§ Task material
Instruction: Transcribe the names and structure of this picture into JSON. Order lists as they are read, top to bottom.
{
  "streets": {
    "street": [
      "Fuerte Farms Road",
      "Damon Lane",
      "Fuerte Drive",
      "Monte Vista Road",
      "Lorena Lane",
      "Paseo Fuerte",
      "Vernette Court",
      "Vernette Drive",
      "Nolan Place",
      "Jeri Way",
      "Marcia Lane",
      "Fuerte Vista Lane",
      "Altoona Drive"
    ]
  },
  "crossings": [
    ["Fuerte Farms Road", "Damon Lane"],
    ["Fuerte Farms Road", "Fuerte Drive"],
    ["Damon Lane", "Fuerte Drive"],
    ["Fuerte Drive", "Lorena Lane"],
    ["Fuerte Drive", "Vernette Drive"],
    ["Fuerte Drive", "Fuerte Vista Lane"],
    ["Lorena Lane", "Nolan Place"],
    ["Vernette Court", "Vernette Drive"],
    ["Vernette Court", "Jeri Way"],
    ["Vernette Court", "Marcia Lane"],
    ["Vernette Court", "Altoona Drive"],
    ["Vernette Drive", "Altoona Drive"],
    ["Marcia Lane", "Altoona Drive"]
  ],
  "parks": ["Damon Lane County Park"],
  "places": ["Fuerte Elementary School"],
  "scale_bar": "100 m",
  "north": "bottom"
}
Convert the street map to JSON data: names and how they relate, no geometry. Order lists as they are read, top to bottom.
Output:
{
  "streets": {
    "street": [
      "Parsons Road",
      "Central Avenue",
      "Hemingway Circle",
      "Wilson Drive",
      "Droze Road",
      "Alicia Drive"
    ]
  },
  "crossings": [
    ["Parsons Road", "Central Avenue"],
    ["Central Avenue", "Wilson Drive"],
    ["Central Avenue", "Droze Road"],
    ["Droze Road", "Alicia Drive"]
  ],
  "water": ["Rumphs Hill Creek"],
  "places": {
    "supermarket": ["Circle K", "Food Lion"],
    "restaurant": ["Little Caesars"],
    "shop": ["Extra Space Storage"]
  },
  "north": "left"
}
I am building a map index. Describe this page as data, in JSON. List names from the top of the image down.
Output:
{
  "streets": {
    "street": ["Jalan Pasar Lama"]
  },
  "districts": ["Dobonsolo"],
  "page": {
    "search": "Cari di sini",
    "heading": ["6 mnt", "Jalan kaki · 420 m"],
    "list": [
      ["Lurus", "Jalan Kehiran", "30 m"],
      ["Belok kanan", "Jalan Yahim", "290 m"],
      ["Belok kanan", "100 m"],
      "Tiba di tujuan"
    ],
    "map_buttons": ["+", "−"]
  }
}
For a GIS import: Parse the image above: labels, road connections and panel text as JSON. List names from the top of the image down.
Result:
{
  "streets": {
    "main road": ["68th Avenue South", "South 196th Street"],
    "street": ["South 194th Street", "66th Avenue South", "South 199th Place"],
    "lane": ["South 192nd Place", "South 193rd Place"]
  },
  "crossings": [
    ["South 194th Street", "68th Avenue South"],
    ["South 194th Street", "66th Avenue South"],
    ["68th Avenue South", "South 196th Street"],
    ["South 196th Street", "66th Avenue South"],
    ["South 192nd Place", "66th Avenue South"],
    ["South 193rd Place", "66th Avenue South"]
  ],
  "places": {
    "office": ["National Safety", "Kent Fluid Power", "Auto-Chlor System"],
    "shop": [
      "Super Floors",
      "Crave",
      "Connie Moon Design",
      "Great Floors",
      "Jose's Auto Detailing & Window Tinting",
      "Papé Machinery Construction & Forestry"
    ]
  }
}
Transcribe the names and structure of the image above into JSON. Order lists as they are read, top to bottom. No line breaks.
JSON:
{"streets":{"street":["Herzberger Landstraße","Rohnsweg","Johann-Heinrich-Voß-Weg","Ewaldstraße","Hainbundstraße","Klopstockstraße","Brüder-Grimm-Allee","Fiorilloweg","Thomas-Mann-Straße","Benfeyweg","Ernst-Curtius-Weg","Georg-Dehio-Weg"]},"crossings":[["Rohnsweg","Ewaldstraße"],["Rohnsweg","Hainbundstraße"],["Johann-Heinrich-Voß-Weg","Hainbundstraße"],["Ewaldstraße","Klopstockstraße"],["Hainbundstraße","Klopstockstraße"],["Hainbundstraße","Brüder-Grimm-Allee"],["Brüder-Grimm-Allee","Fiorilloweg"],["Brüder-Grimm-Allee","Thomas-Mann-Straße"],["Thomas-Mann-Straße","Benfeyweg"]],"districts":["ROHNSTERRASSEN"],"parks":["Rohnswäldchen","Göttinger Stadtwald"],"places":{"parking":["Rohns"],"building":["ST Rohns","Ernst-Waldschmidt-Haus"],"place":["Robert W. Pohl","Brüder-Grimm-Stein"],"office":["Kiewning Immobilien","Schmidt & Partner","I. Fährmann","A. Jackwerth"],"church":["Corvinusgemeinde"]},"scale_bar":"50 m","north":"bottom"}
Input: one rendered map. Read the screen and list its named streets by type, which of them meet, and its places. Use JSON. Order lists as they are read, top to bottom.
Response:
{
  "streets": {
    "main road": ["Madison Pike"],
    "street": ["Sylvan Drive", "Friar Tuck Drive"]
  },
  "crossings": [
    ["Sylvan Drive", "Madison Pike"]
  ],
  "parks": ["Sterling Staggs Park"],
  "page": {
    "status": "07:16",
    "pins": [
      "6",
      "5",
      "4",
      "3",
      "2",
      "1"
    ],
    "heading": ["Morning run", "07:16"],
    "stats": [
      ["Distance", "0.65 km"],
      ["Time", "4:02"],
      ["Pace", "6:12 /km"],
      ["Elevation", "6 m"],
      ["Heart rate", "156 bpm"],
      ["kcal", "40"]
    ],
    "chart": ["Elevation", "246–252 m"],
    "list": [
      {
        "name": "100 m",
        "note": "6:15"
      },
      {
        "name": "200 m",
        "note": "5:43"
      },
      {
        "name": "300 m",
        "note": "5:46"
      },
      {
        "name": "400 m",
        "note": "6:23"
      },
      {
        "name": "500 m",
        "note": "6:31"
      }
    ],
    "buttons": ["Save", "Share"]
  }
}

§ Aim of the task
A faithful, complete copy of the entries above is required.

§ Output below
Instruction: Transcribe the names and structure of this picture into JSON. Order lists as they are read, top to bottom.
{
  "streets": {
    "street": [
      "Fuerte Farms Road",
      "Damon Lane",
      "Fuerte Drive",
      "Monte Vista Road",
      "Lorena Lane",
      "Paseo Fuerte",
      "Vernette Court",
      "Vernette Drive",
      "Nolan Place",
      "Jeri Way",
      "Marcia Lane",
      "Fuerte Vista Lane",
      "Altoona Drive"
    ]
  },
  "crossings": [
    ["Fuerte Farms Road", "Damon Lane"],
    ["Fuerte Farms Road", "Fuerte Drive"],
    ["Damon Lane", "Fuerte Drive"],
    ["Fuerte Drive", "Lorena Lane"],
    ["Fuerte Drive", "Vernette Drive"],
    ["Fuerte Drive", "Fuerte Vista Lane"],
    ["Lorena Lane", "Nolan Place"],
    ["Vernette Court", "Vernette Drive"],
    ["Vernette Court", "Jeri Way"],
    ["Vernette Court", "Marcia Lane"],
    ["Vernette Court", "Altoona Drive"],
    ["Vernette Drive", "Altoona Drive"],
    ["Marcia Lane", "Altoona Drive"]
  ],
  "parks": ["Damon Lane County Park"],
  "places": ["Fuerte Elementary School"],
  "scale_bar": "100 m",
  "north": "bottom"
}
Convert the street map to JSON data: names and how they relate, no geometry. Order lists as they are read, top to bottom.
Output:
{
  "streets": {
    "street": [
      "Parsons Road",
      "Central Avenue",
      "Hemingway Circle",
      "Wilson Drive",
      "Droze Road",
      "Alicia Drive"
    ]
  },
  "crossings": [
    ["Parsons Road", "Central Avenue"],
    ["Central Avenue", "Wilson Drive"],
    ["Central Avenue", "Droze Road"],
    ["Droze Road", "Alicia Drive"]
  ],
  "water": ["Rumphs Hill Creek"],
  "places": {
    "supermarket": ["Circle K", "Food Lion"],
    "restaurant": ["Little Caesars"],
    "shop": ["Extra Space Storage"]
  },
  "north": "left"
}
I am building a map index. Describe this page as data, in JSON. List names from the top of the image down.
Output:
{
  "streets": {
    "street": ["Jalan Pasar Lama"]
  },
  "districts": ["Dobonsolo"],
  "page": {
    "search": "Cari di sini",
    "heading": ["6 mnt", "Jalan kaki · 420 m"],
    "list": [
      ["Lurus", "Jalan Kehiran", "30 m"],
      ["Belok kanan", "Jalan Yahim", "290 m"],
      ["Belok kanan", "100 m"],
      "Tiba di tujuan"
    ],
    "map_buttons": ["+", "−"]
  }
}
For a GIS import: Parse the image above: labels, road connections and panel text as JSON. List names from the top of the image down.
Result:
{
  "streets": {
    "main road": ["68th Avenue South", "South 196th Street"],
    "street": ["South 194th Street", "66th Avenue South", "South 199th Place"],
    "lane": ["South 192nd Place", "South 193rd Place"]
  },
  "crossings": [
    ["South 194th Street", "68th Avenue South"],
    ["South 194th Street", "66th Avenue South"],
    ["68th Avenue South", "South 196th Street"],
    ["South 196th Street", "66th Avenue South"],
    ["South 192nd Place", "66th Avenue South"],
    ["South 193rd Place", "66th Avenue South"]
  ],
  "places": {
    "office": ["National Safety", "Kent Fluid Power", "Auto-Chlor System"],
    "shop": [
      "Super Floors",
      "Crave",
      "Connie Moon Design",
      "Great Floors",
      "Jose's Auto Detailing & Window Tinting",
      "Papé Machinery Construction & Forestry"
    ]
  }
}
Transcribe the names and structure of the image above into JSON. Order lists as they are read, top to bottom. No line breaks.
JSON:
{"streets":{"street":["Herzberger Landstraße","Rohnsweg","Johann-Heinrich-Voß-Weg","Ewaldstraße","Hainbundstraße","Klopstockstraße","Brüder-Grimm-Allee","Fiorilloweg","Thomas-Mann-Straße","Benfeyweg","Ernst-Curtius-Weg","Georg-Dehio-Weg"]},"crossings":[["Rohnsweg","Ewaldstraße"],["Rohnsweg","Hainbundstraße"],["Johann-Heinrich-Voß-Weg","Hainbundstraße"],["Ewaldstraße","Klopstockstraße"],["Hainbundstraße","Klopstockstraße"],["Hainbundstraße","Brüder-Grimm-Allee"],["Brüder-Grimm-Allee","Fiorilloweg"],["Brüder-Grimm-Allee","Thomas-Mann-Straße"],["Thomas-Mann-Straße","Benfeyweg"]],"districts":["ROHNSTERRASSEN"],"parks":["Rohnswäldchen","Göttinger Stadtwald"],"places":{"parking":["Rohns"],"building":["ST Rohns","Ernst-Waldschmidt-Haus"],"place":["Robert W. Pohl","Brüder-Grimm-Stein"],"office":["Kiewning Immobilien","Schmidt & Partner","I. Fährmann","A. Jackwerth"],"church":["Corvinusgemeinde"]},"scale_bar":"50 m","north":"bottom"}
Input: one rendered map. Read the screen and list its named streets by type, which of them meet, and its places. Use JSON. Order lists as they are read, top to bottom.
Response:
{
  "streets": {
    "main road": ["Madison Pike"],
    "street": ["Sylvan Drive", "Friar Tuck Drive"]
  },
  "crossings": [
    ["Sylvan Drive", "Madison Pike"]
  ],
  "parks": ["Sterling Staggs Park"],
  "page": {
    "status": "07:16",
    "pins": [
      "6",
      "5",
      "4",
      "3",
      "2",
      "1"
    ],
    "heading": ["Morning run", "07:16"],
    "stats": [
      ["Distance", "0.65 km"],
      ["Time", "4:02"],
      ["Pace", "6:12 /km"],
      ["Elevation", "6 m"],
      ["Heart rate", "156 bpm"],
      ["kcal", "40"]
    ],
    "chart": ["Elevation", "246–252 m"],
    "list": [
      {
        "name": "100 m",
        "note": "6:15"
      },
      {
        "name": "200 m",
        "note": "5:43"
      },
      {
        "name": "300 m",
        "note": "5:46"
      },
      {
        "name": "400 m",
        "note": "6:23"
      },
      {
        "name": "500 m",
        "note": "6:31"
      }
    ],
    "buttons": ["Save", "Share"]
  }
}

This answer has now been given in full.